VA - On Virginia's Far Atlantic Flank, a Cherished Store of Salt Marshes Is Being Lost
On a still day, floating in a flat-bottomed boat in the waters that stretch like sheets of glass between the mainland and the barrier islands off Virginia’s Eastern Shore, it’s hard to believe anything in this corner of the world has ever changed at all.
For centuries upon centuries, you could believe, this region has been nothing more than vast horizontal expanses of water, grasses and sky, held together by thin strips of land.
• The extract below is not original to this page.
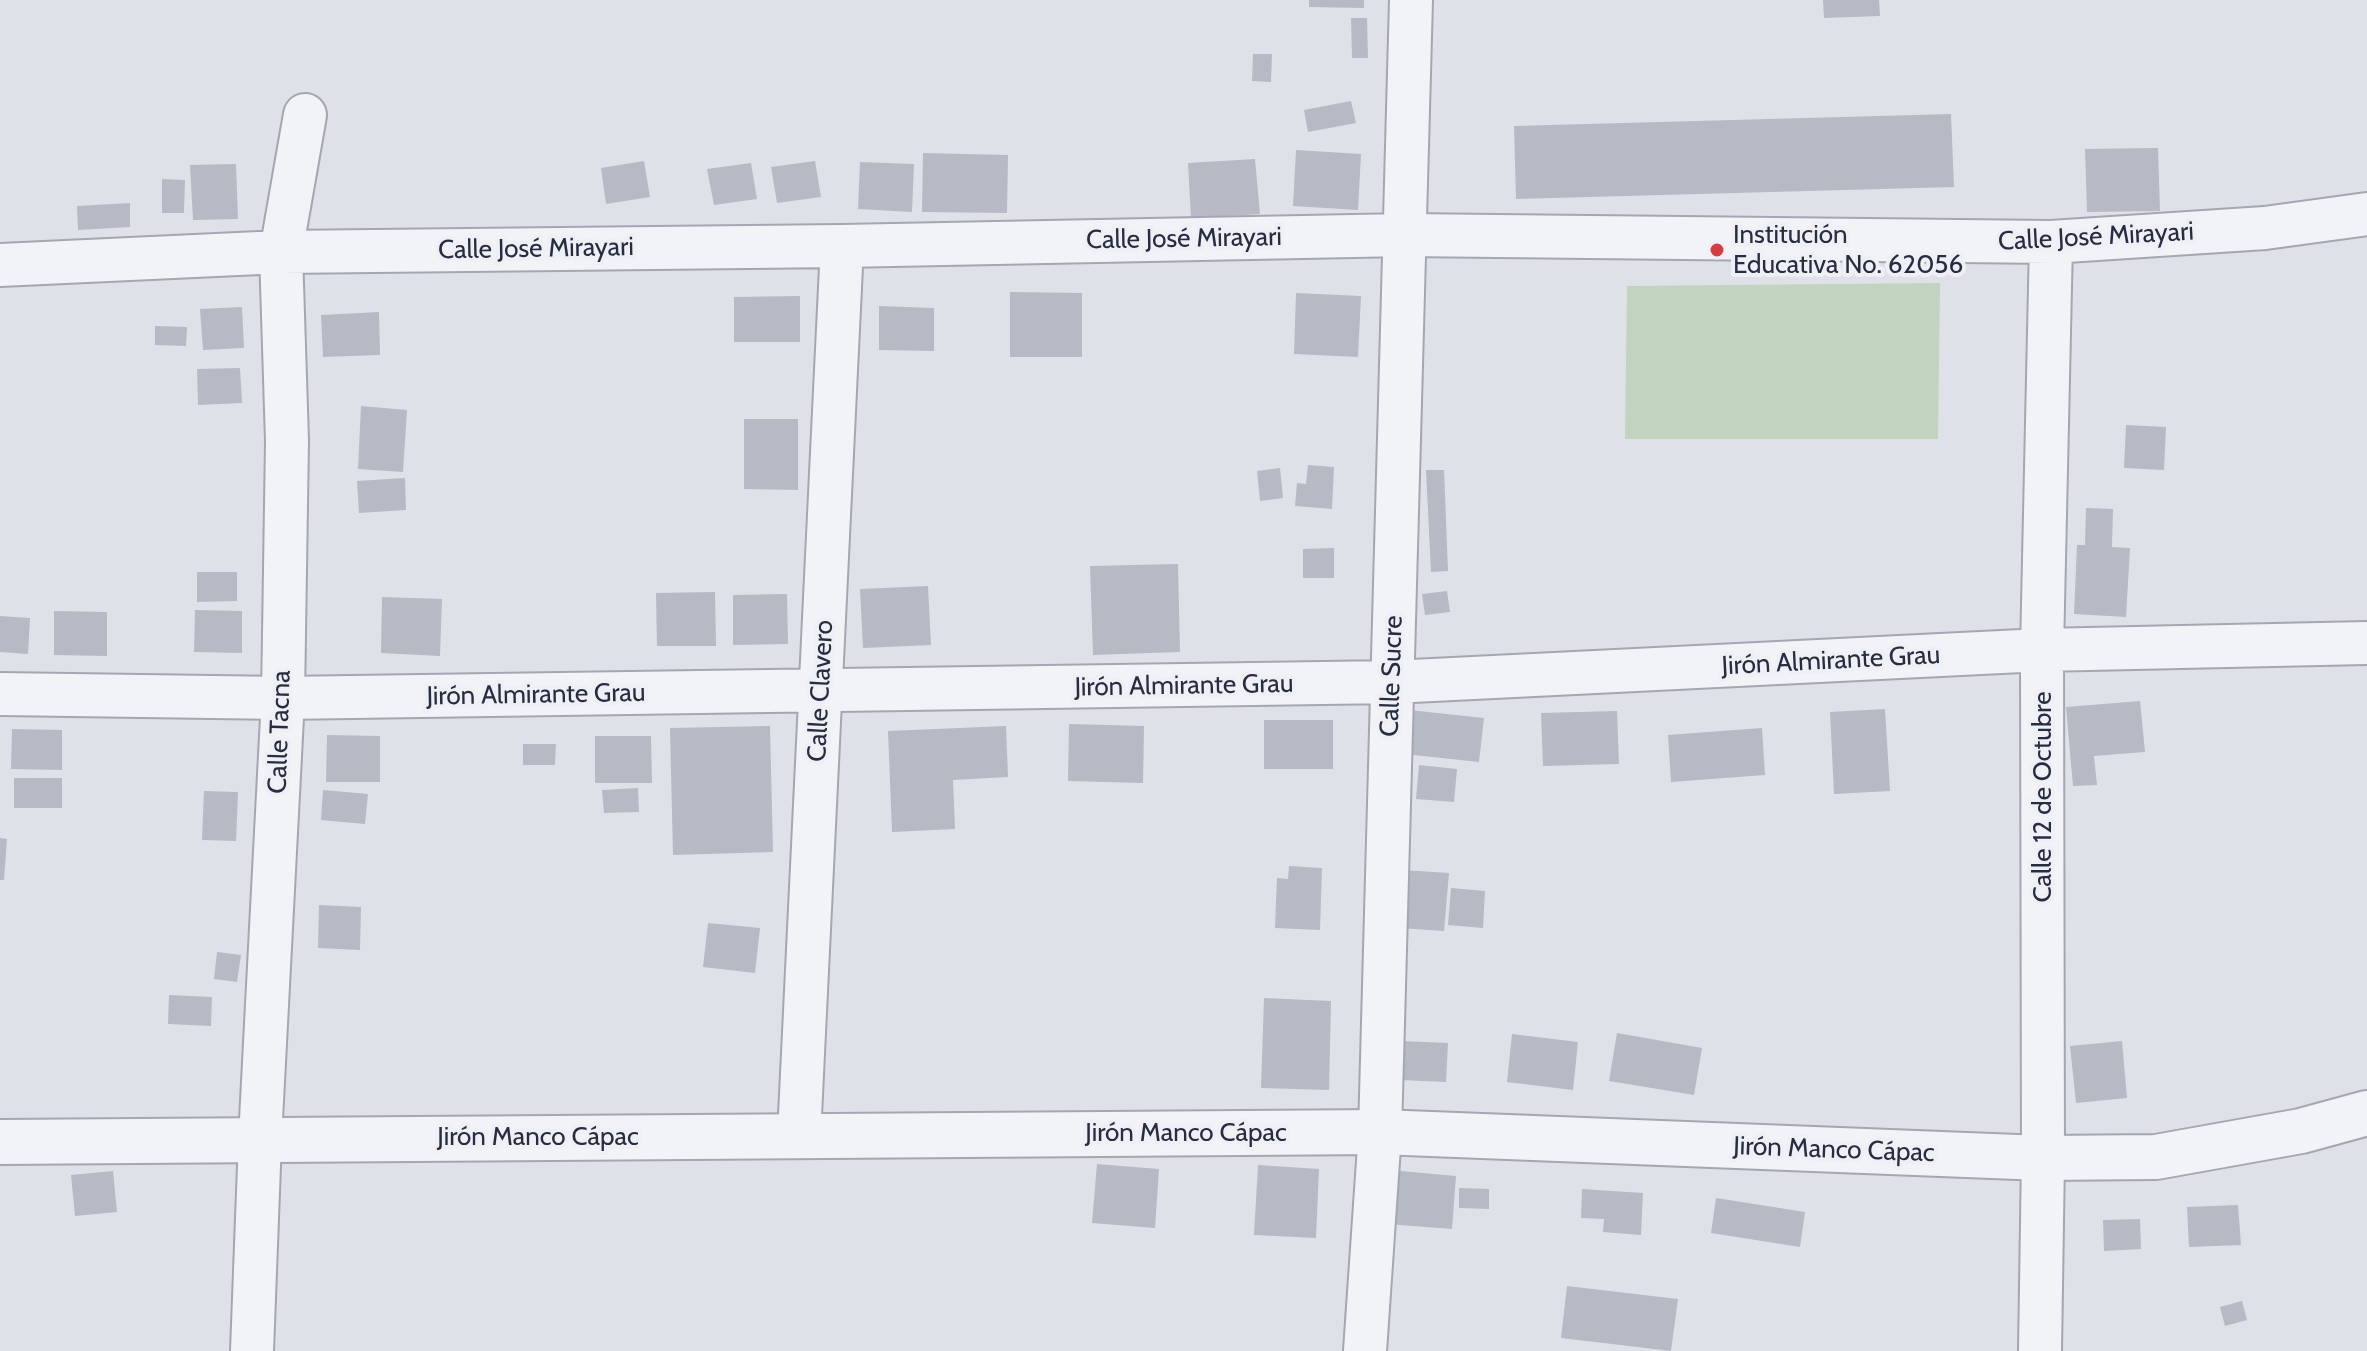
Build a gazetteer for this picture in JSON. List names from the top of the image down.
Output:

Here is home to an endless cycle of tides, schooling fish, great migratory sweeps of birds pausing to rest as they come and go on their long journeys between the Arctic and South America.
But that sense of a world set off from time is an illusion. One of the greatest ironies of Virginia’s Eastern Shore is that its aura of timelessness is made possible only by ceaseless change. It’s the constant shifting of the barrier islands and the salt marshes behind them that have shielded the area from lasting human encroachment. Now, though, the marshes have run up against a human intrusion much harder to escape: climate change. As increasing global air and ocean temperatures accelerate the movement of the barrier islands landward, the Eastern Shore’s salt marshes are disappearing faster than they can rebuild themselves, leaving the mainland more vulnerable to rising waters and increasingly violent storms.
“These land masses have been responding to these forces for thousands and thousands of years,” said Alex Wilke, a coastal scientist with the Nature Conservancy’s Volgenau Virginia Coast Reserve where many of the salt marshes lie. But, she cautioned, “the pattern that we’ve seen in the past isn’t necessarily the pattern we’re going to see in the future.”